EXERCISE DESCRIPTION: Reproduce all of the data, making sure that no line differs from the original.

---- DATA PROVIDED

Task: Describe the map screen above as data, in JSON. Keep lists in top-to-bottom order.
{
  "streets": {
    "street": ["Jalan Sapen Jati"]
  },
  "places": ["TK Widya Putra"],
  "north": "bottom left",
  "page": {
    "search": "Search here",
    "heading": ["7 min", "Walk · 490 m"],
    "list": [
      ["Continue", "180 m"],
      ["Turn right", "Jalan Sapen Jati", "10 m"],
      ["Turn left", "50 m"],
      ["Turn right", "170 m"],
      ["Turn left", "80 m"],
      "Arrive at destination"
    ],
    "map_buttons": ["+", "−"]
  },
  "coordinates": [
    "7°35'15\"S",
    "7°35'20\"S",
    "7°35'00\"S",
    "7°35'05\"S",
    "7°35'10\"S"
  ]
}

--------

OUTPUT FOR THIS TASK:
Task: Describe the map screen above as data, in JSON. Keep lists in top-to-bottom order.
{
  "streets": {
    "street": ["Jalan Sapen Jati"]
  },
  "places": ["TK Widya Putra"],
  "north": "bottom left",
  "page": {
    "search": "Search here",
    "heading": ["7 min", "Walk · 490 m"],
    "list": [
      ["Continue", "180 m"],
      ["Turn right", "Jalan Sapen Jati", "10 m"],
      ["Turn left", "50 m"],
      ["Turn right", "170 m"],
      ["Turn left", "80 m"],
      "Arrive at destination"
    ],
    "map_buttons": ["+", "−"]
  },
  "coordinates": [
    "7°35'15\"S",
    "7°35'20\"S",
    "7°35'00\"S",
    "7°35'05\"S",
    "7°35'10\"S"
  ]
}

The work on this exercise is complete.